The U.S. Virgin Islands are a gorgeous set of almost 50 Caribbean islands in the Lesser Antilles that neighbor the British Virgin Islands, and trickle between the countries of Puerto Rico and Anguilla.

The mainland United States is only 1,104 miles away as the crow flies, and to get to St. Thomas's Cyril E. King Aiport it's about a 3-hour flight from Miami.

U.S. Virgin Islands St. Thomas
Marriott Frenchman's Cove, St. Thomas

The U.S. Virgin Islands' main islands of St. Thomas, St. John, St. Croix, and Water Island are popular tourist destinations because of their beautiful climate, stunning beaches, and Western infrastructure (yay, tap water!)

But what are some need-to-knows and fun-to-hears about this string of islands? Here are a few interesting facts you should know to enrich your trip.

1. They haven't always been the United States' Virgin Islands

Over the centuries, different sections of these islands have been claimed and reclaimed by Spain, France, Holland, Malta, Britain (who kept some, known as the British Virgin Islands), and most recently Denmark who sold the Danish West Indies to the United States in 1917 for $25M in gold.

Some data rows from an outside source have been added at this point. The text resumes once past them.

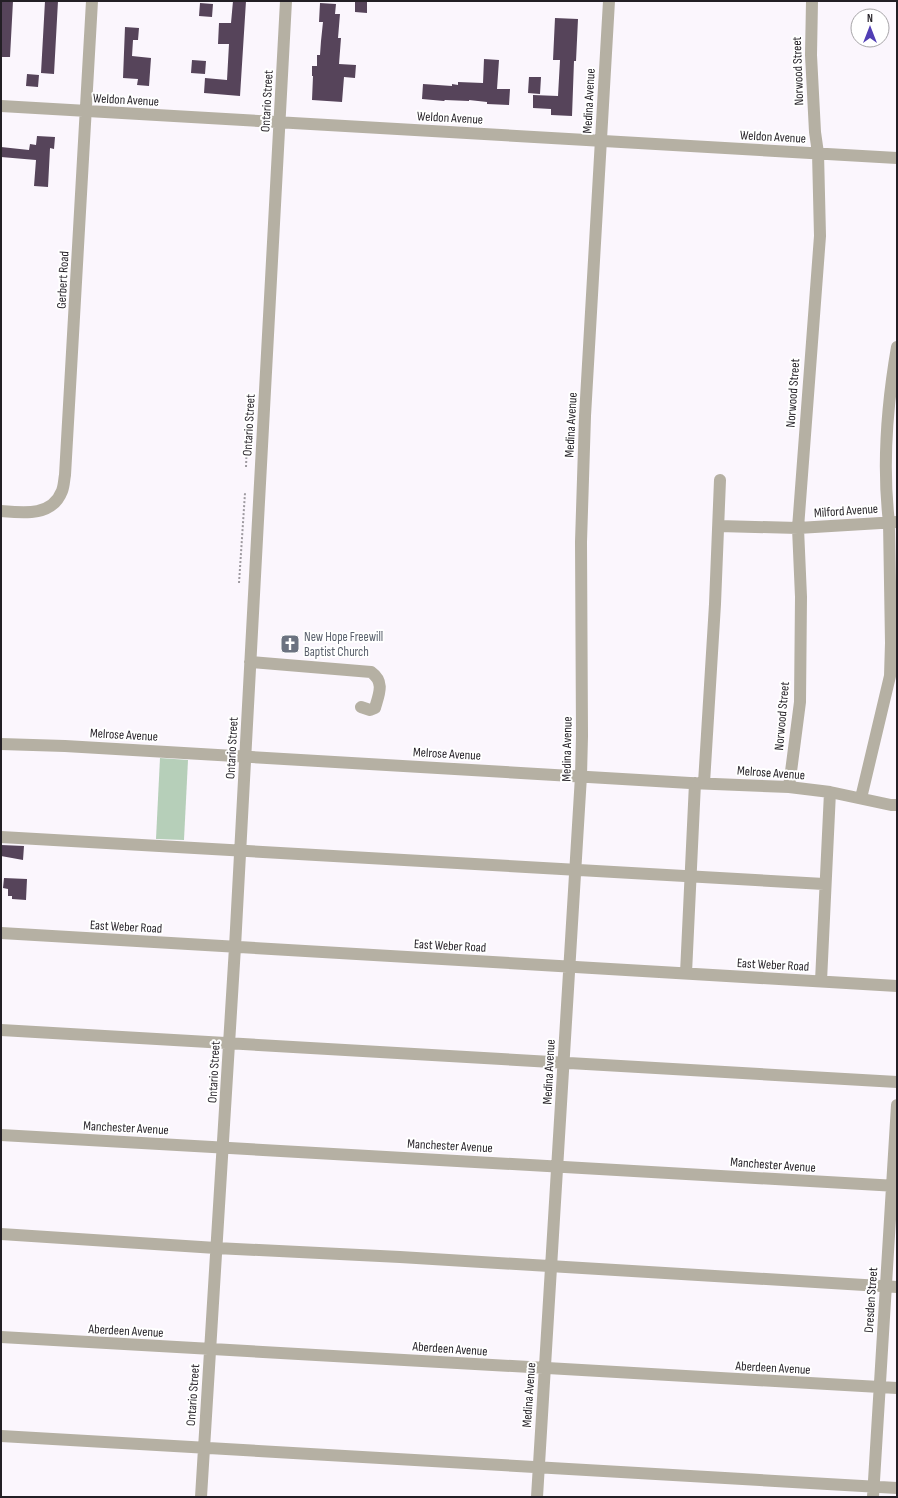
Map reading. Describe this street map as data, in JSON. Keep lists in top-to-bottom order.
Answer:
{
  "streets": {
    "street": [
      "Norwood Street",
      "Weldon Avenue",
      "Ontario Street",
      "Medina Avenue",
      "Gerbert Road",
      "Milford Avenue",
      "Melrose Avenue",
      "East Weber Road",
      "Manchester Avenue",
      "Dresden Street",
      "Aberdeen Avenue"
    ]
  },
  "crossings": [
    ["Norwood Street", "Weldon Avenue"],
    ["Norwood Street", "Milford Avenue"],
    ["Norwood Street", "Melrose Avenue"],
    ["Weldon Avenue", "Ontario Street"],
    ["Weldon Avenue", "Medina Avenue"],
    ["Weldon Avenue", "Gerbert Road"],
    ["Ontario Street", "Melrose Avenue"],
    ["Ontario Street", "East Weber Road"],
    ["Ontario Street", "Manchester Avenue"],
    ["Ontario Street", "Aberdeen Avenue"],
    ["Medina Avenue", "Melrose Avenue"],
    ["Medina Avenue", "East Weber Road"],
    ["Medina Avenue", "Manchester Avenue"],
    ["Medina Avenue", "Aberdeen Avenue"],
    ["Manchester Avenue", "Dresden Street"],
    ["Dresden Street", "Aberdeen Avenue"]
  ],
  "places": {
    "church": ["New Hope Freewill Baptist Church"]
  },
  "north": "top"
}
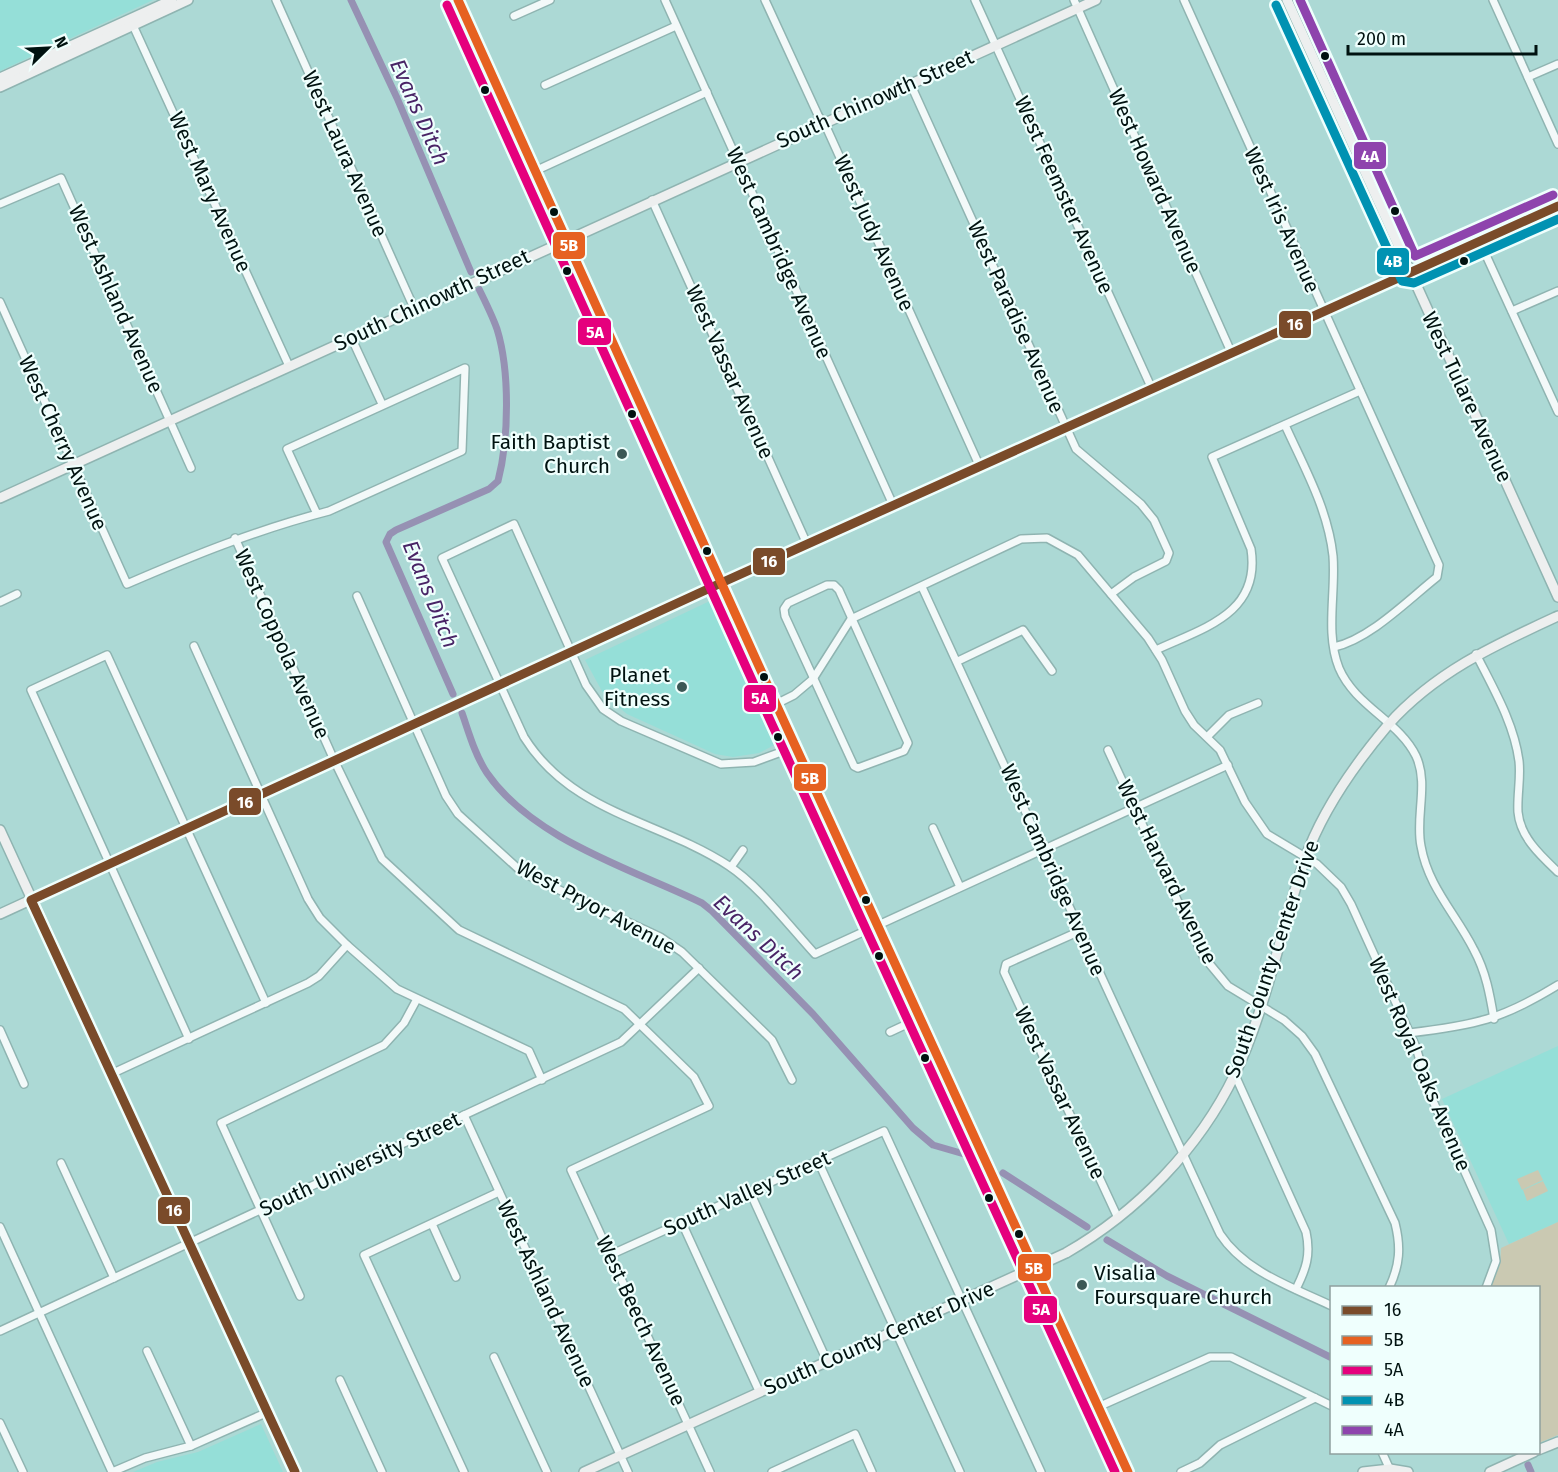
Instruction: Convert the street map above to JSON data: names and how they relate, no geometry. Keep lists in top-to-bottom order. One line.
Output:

This is a unique story in itself: the brokerage of the islands took more than 50 years, but the real push for the U.S.to finally purchase them was so that Germany couldn't.

During WWI military has intercepted messaged that they may try to use for a strategic position.

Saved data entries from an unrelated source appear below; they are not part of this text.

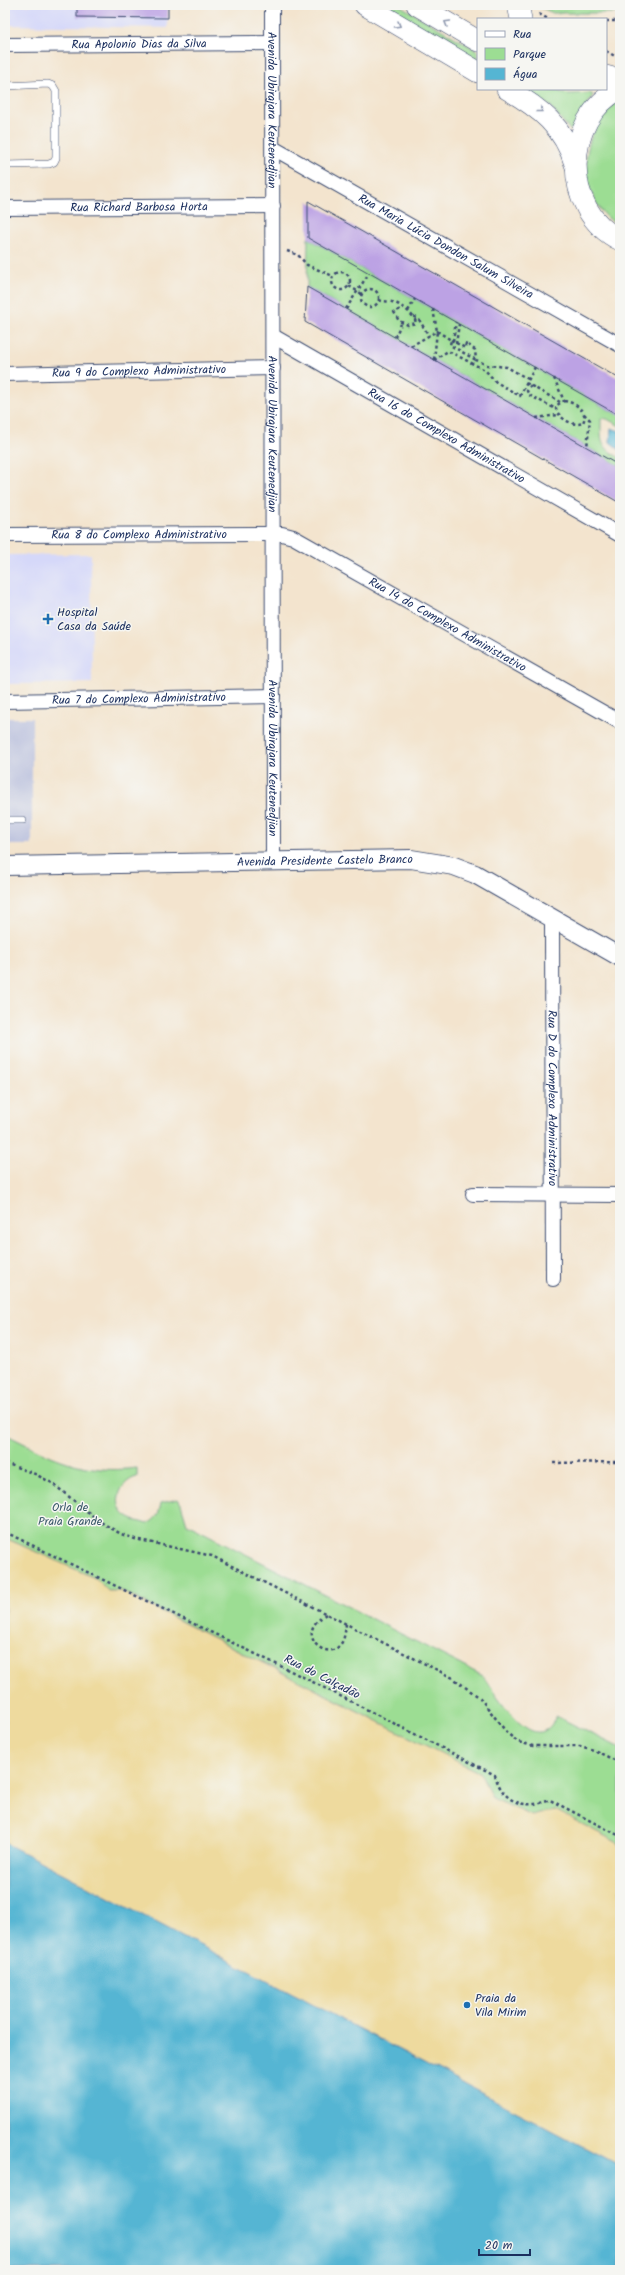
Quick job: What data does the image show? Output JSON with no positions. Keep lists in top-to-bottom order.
{
  "streets": {
    "street": [
      "Rua Apolonio Dias da Silva",
      "Avenida Ubirajara Keutenedjian",
      "Rua Richard Barbosa Horta",
      "Rua Maria Lúcia Dondon Salum Silveira",
      "Rua 9 do Complexo Administrativo",
      "Rua 16 do Complexo Administrativo",
      "Rua 8 do Complexo Administrativo",
      "Rua 14 do Complexo Administrativo",
      "Rua 7 do Complexo Administrativo",
      "Avenida Presidente Castelo Branco",
      "Rua D do Complexo Administrativo"
    ],
    "path": ["Rua do Calçadão"]
  },
  "crossings": [
    ["Rua Apolonio Dias da Silva", "Avenida Ubirajara Keutenedjian"],
    ["Avenida Ubirajara Keutenedjian", "Rua Richard Barbosa Horta"],
    ["Avenida Ubirajara Keutenedjian", "Rua Maria Lúcia Dondon Salum Silveira"],
    ["Avenida Ubirajara Keutenedjian", "Rua 9 do Complexo Administrativo"],
    ["Avenida Ubirajara Keutenedjian", "Rua 16 do Complexo Administrativo"],
    ["Avenida Ubirajara Keutenedjian", "Rua 8 do Complexo Administrativo"],
    ["Avenida Ubirajara Keutenedjian", "Rua 14 do Complexo Administrativo"],
    ["Avenida Ubirajara Keutenedjian", "Rua 7 do Complexo Administrativo"],
    ["Avenida Ubirajara Keutenedjian", "Avenida Presidente Castelo Branco"],
    ["Rua 8 do Complexo Administrativo", "Rua 14 do Complexo Administrativo"],
    ["Avenida Presidente Castelo Branco", "Rua D do Complexo Administrativo"]
  ],
  "parks": ["Orla de Praia Grande"],
  "places": {
    "health": ["Hospital Casa da Saúde"],
    "other": ["Praia da Vila Mirim"]
  },
  "legend": ["Rua", "Parque", "Água"],
  "scale_bar": "20 m"
}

2. It's true—if you're an American citizen you do not need a passport to visit

You do not need your passport to travel to the U.S. Virgin Islands if you are an American citizen. Kinda.

Because the U.S. Virgin Islands is a territory of the United States, U.S. citizens can visit without a passport. U.S. citizens have the same privileges to travel to other U.S. territories like Puerto Rico, Guam, American Samoa, and the Northern Mariana Islands

However: when I was leaving St. Thomas through U.S. Customs & Border Patrol, the agent said it is their official recommendation that travelers bring their passports to avoid delayed processing times at Customs.

So if you have a passport, bring it! It can only make your travel life easier.

Pro-tip: for maximum comfort and ease while traveling, be sure to book your airport pick-up service ahead of time to avoid long taxi lines or confusion when you land.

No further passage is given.